• [WHAT THE TASK ASKS] Please write out all the data exactly as shown.

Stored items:

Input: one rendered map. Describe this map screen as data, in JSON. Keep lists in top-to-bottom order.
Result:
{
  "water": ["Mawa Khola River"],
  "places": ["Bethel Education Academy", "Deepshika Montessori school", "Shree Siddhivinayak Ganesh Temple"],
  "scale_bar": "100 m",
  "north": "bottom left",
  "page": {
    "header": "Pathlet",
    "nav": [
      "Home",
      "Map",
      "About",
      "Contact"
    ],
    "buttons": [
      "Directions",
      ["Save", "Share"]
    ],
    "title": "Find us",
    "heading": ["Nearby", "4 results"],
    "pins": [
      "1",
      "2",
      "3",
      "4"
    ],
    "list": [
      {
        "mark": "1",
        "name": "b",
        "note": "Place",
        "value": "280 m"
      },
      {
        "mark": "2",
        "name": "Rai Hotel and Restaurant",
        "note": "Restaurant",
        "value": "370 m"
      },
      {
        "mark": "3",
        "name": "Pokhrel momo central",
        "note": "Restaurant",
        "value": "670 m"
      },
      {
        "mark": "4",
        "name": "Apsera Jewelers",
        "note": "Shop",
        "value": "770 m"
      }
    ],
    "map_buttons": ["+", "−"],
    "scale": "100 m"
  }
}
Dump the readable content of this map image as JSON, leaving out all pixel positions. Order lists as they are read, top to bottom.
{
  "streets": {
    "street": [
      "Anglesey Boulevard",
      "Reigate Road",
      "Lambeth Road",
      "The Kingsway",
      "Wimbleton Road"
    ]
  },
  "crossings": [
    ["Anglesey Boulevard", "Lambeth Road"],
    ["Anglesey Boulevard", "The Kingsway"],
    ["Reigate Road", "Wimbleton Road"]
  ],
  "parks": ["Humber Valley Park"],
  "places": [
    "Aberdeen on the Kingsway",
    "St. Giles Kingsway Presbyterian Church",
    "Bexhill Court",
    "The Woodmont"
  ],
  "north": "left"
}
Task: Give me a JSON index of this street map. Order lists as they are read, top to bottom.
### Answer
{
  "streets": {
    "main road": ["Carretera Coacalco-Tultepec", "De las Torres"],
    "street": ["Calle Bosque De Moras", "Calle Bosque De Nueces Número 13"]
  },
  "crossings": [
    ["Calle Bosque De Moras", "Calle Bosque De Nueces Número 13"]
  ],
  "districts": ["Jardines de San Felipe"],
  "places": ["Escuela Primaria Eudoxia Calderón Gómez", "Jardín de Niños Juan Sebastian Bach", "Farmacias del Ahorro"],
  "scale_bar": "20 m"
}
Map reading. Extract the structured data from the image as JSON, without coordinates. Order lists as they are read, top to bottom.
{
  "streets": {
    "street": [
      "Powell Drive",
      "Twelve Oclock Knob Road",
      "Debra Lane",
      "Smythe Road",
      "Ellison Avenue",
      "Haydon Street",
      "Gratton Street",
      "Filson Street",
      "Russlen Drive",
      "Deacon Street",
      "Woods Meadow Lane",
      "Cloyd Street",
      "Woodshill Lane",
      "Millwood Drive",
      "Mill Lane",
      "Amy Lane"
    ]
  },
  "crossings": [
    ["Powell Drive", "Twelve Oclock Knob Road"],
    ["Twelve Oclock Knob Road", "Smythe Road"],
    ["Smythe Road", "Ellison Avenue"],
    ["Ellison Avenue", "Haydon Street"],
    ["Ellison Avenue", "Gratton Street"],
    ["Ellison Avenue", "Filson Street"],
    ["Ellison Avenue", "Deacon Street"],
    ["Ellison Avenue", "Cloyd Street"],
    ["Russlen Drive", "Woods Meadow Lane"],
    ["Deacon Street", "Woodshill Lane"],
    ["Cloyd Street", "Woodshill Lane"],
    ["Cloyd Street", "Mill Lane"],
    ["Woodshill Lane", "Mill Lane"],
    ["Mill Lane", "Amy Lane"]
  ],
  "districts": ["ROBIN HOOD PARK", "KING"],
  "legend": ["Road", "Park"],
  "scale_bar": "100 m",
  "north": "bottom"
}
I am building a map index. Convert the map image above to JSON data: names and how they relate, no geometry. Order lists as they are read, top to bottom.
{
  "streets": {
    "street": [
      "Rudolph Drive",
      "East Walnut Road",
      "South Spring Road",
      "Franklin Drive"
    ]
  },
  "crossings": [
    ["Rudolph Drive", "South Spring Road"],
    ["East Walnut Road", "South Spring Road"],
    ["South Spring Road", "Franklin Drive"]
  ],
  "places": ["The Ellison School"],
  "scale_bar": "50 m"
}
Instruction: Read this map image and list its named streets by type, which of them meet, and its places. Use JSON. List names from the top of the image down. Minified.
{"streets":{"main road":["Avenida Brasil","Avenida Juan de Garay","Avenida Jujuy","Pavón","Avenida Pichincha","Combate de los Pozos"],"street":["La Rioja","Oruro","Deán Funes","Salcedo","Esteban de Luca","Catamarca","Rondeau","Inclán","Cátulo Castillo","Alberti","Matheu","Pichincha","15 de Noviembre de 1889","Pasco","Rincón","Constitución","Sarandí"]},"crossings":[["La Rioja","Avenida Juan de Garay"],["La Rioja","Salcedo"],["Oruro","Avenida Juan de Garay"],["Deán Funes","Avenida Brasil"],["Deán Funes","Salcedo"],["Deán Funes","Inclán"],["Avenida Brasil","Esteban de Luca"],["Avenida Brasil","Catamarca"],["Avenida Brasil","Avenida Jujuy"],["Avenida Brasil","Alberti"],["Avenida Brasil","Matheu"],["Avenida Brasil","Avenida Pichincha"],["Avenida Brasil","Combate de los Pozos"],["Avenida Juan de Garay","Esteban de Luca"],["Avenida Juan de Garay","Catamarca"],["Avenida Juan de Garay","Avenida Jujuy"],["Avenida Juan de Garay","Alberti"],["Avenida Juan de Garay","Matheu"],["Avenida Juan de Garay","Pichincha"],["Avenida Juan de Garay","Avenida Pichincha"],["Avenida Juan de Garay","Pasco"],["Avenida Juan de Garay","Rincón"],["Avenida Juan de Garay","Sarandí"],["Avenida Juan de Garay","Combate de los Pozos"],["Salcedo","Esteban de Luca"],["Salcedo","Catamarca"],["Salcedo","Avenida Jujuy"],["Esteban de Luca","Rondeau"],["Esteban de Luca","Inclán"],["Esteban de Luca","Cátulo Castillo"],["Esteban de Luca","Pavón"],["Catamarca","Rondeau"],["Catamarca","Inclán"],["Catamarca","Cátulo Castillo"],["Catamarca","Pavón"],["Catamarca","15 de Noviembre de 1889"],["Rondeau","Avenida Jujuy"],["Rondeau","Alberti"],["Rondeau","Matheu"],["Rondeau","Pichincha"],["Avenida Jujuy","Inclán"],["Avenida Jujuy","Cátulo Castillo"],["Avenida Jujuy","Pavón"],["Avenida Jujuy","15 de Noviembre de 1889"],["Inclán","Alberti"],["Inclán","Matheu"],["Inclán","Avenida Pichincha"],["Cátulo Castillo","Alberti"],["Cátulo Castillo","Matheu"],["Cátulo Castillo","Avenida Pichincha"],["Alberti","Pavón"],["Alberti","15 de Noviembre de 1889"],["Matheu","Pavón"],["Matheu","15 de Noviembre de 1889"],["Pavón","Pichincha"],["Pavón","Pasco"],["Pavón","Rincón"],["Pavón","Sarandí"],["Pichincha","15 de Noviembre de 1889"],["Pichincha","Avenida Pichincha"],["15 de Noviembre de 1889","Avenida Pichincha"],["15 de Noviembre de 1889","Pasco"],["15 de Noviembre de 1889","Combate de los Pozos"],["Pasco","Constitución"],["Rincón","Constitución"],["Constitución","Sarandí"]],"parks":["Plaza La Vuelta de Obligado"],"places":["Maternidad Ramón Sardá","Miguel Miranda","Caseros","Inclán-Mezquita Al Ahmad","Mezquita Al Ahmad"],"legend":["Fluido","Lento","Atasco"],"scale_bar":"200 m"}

• [ANSWER BOX]
Input: one rendered map. Describe this map screen as data, in JSON. Keep lists in top-to-bottom order.
Result:
{
  "water": ["Mawa Khola River"],
  "places": ["Bethel Education Academy", "Deepshika Montessori school", "Shree Siddhivinayak Ganesh Temple"],
  "scale_bar": "100 m",
  "north": "bottom left",
  "page": {
    "header": "Pathlet",
    "nav": [
      "Home",
      "Map",
      "About",
      "Contact"
    ],
    "buttons": [
      "Directions",
      ["Save", "Share"]
    ],
    "title": "Find us",
    "heading": ["Nearby", "4 results"],
    "pins": [
      "1",
      "2",
      "3",
      "4"
    ],
    "list": [
      {
        "mark": "1",
        "name": "b",
        "note": "Place",
        "value": "280 m"
      },
      {
        "mark": "2",
        "name": "Rai Hotel and Restaurant",
        "note": "Restaurant",
        "value": "370 m"
      },
      {
        "mark": "3",
        "name": "Pokhrel momo central",
        "note": "Restaurant",
        "value": "670 m"
      },
      {
        "mark": "4",
        "name": "Apsera Jewelers",
        "note": "Shop",
        "value": "770 m"
      }
    ],
    "map_buttons": ["+", "−"],
    "scale": "100 m"
  }
}
Dump the readable content of this map image as JSON, leaving out all pixel positions. Order lists as they are read, top to bottom.
{
  "streets": {
    "street": [
      "Anglesey Boulevard",
      "Reigate Road",
      "Lambeth Road",
      "The Kingsway",
      "Wimbleton Road"
    ]
  },
  "crossings": [
    ["Anglesey Boulevard", "Lambeth Road"],
    ["Anglesey Boulevard", "The Kingsway"],
    ["Reigate Road", "Wimbleton Road"]
  ],
  "parks": ["Humber Valley Park"],
  "places": [
    "Aberdeen on the Kingsway",
    "St. Giles Kingsway Presbyterian Church",
    "Bexhill Court",
    "The Woodmont"
  ],
  "north": "left"
}
Task: Give me a JSON index of this street map. Order lists as they are read, top to bottom.
### Answer
{
  "streets": {
    "main road": ["Carretera Coacalco-Tultepec", "De las Torres"],
    "street": ["Calle Bosque De Moras", "Calle Bosque De Nueces Número 13"]
  },
  "crossings": [
    ["Calle Bosque De Moras", "Calle Bosque De Nueces Número 13"]
  ],
  "districts": ["Jardines de San Felipe"],
  "places": ["Escuela Primaria Eudoxia Calderón Gómez", "Jardín de Niños Juan Sebastian Bach", "Farmacias del Ahorro"],
  "scale_bar": "20 m"
}
Map reading. Extract the structured data from the image as JSON, without coordinates. Order lists as they are read, top to bottom.
{
  "streets": {
    "street": [
      "Powell Drive",
      "Twelve Oclock Knob Road",
      "Debra Lane",
      "Smythe Road",
      "Ellison Avenue",
      "Haydon Street",
      "Gratton Street",
      "Filson Street",
      "Russlen Drive",
      "Deacon Street",
      "Woods Meadow Lane",
      "Cloyd Street",
      "Woodshill Lane",
      "Millwood Drive",
      "Mill Lane",
      "Amy Lane"
    ]
  },
  "crossings": [
    ["Powell Drive", "Twelve Oclock Knob Road"],
    ["Twelve Oclock Knob Road", "Smythe Road"],
    ["Smythe Road", "Ellison Avenue"],
    ["Ellison Avenue", "Haydon Street"],
    ["Ellison Avenue", "Gratton Street"],
    ["Ellison Avenue", "Filson Street"],
    ["Ellison Avenue", "Deacon Street"],
    ["Ellison Avenue", "Cloyd Street"],
    ["Russlen Drive", "Woods Meadow Lane"],
    ["Deacon Street", "Woodshill Lane"],
    ["Cloyd Street", "Woodshill Lane"],
    ["Cloyd Street", "Mill Lane"],
    ["Woodshill Lane", "Mill Lane"],
    ["Mill Lane", "Amy Lane"]
  ],
  "districts": ["ROBIN HOOD PARK", "KING"],
  "legend": ["Road", "Park"],
  "scale_bar": "100 m",
  "north": "bottom"
}
I am building a map index. Convert the map image above to JSON data: names and how they relate, no geometry. Order lists as they are read, top to bottom.
{
  "streets": {
    "street": [
      "Rudolph Drive",
      "East Walnut Road",
      "South Spring Road",
      "Franklin Drive"
    ]
  },
  "crossings": [
    ["Rudolph Drive", "South Spring Road"],
    ["East Walnut Road", "South Spring Road"],
    ["South Spring Road", "Franklin Drive"]
  ],
  "places": ["The Ellison School"],
  "scale_bar": "50 m"
}
Instruction: Read this map image and list its named streets by type, which of them meet, and its places. Use JSON. List names from the top of the image down. Minified.
{"streets":{"main road":["Avenida Brasil","Avenida Juan de Garay","Avenida Jujuy","Pavón","Avenida Pichincha","Combate de los Pozos"],"street":["La Rioja","Oruro","Deán Funes","Salcedo","Esteban de Luca","Catamarca","Rondeau","Inclán","Cátulo Castillo","Alberti","Matheu","Pichincha","15 de Noviembre de 1889","Pasco","Rincón","Constitución","Sarandí"]},"crossings":[["La Rioja","Avenida Juan de Garay"],["La Rioja","Salcedo"],["Oruro","Avenida Juan de Garay"],["Deán Funes","Avenida Brasil"],["Deán Funes","Salcedo"],["Deán Funes","Inclán"],["Avenida Brasil","Esteban de Luca"],["Avenida Brasil","Catamarca"],["Avenida Brasil","Avenida Jujuy"],["Avenida Brasil","Alberti"],["Avenida Brasil","Matheu"],["Avenida Brasil","Avenida Pichincha"],["Avenida Brasil","Combate de los Pozos"],["Avenida Juan de Garay","Esteban de Luca"],["Avenida Juan de Garay","Catamarca"],["Avenida Juan de Garay","Avenida Jujuy"],["Avenida Juan de Garay","Alberti"],["Avenida Juan de Garay","Matheu"],["Avenida Juan de Garay","Pichincha"],["Avenida Juan de Garay","Avenida Pichincha"],["Avenida Juan de Garay","Pasco"],["Avenida Juan de Garay","Rincón"],["Avenida Juan de Garay","Sarandí"],["Avenida Juan de Garay","Combate de los Pozos"],["Salcedo","Esteban de Luca"],["Salcedo","Catamarca"],["Salcedo","Avenida Jujuy"],["Esteban de Luca","Rondeau"],["Esteban de Luca","Inclán"],["Esteban de Luca","Cátulo Castillo"],["Esteban de Luca","Pavón"],["Catamarca","Rondeau"],["Catamarca","Inclán"],["Catamarca","Cátulo Castillo"],["Catamarca","Pavón"],["Catamarca","15 de Noviembre de 1889"],["Rondeau","Avenida Jujuy"],["Rondeau","Alberti"],["Rondeau","Matheu"],["Rondeau","Pichincha"],["Avenida Jujuy","Inclán"],["Avenida Jujuy","Cátulo Castillo"],["Avenida Jujuy","Pavón"],["Avenida Jujuy","15 de Noviembre de 1889"],["Inclán","Alberti"],["Inclán","Matheu"],["Inclán","Avenida Pichincha"],["Cátulo Castillo","Alberti"],["Cátulo Castillo","Matheu"],["Cátulo Castillo","Avenida Pichincha"],["Alberti","Pavón"],["Alberti","15 de Noviembre de 1889"],["Matheu","Pavón"],["Matheu","15 de Noviembre de 1889"],["Pavón","Pichincha"],["Pavón","Pasco"],["Pavón","Rincón"],["Pavón","Sarandí"],["Pichincha","15 de Noviembre de 1889"],["Pichincha","Avenida Pichincha"],["15 de Noviembre de 1889","Avenida Pichincha"],["15 de Noviembre de 1889","Pasco"],["15 de Noviembre de 1889","Combate de los Pozos"],["Pasco","Constitución"],["Rincón","Constitución"],["Constitución","Sarandí"]],"parks":["Plaza La Vuelta de Obligado"],"places":["Maternidad Ramón Sardá","Miguel Miranda","Caseros","Inclán-Mezquita Al Ahmad","Mezquita Al Ahmad"],"legend":["Fluido","Lento","Atasco"],"scale_bar":"200 m"}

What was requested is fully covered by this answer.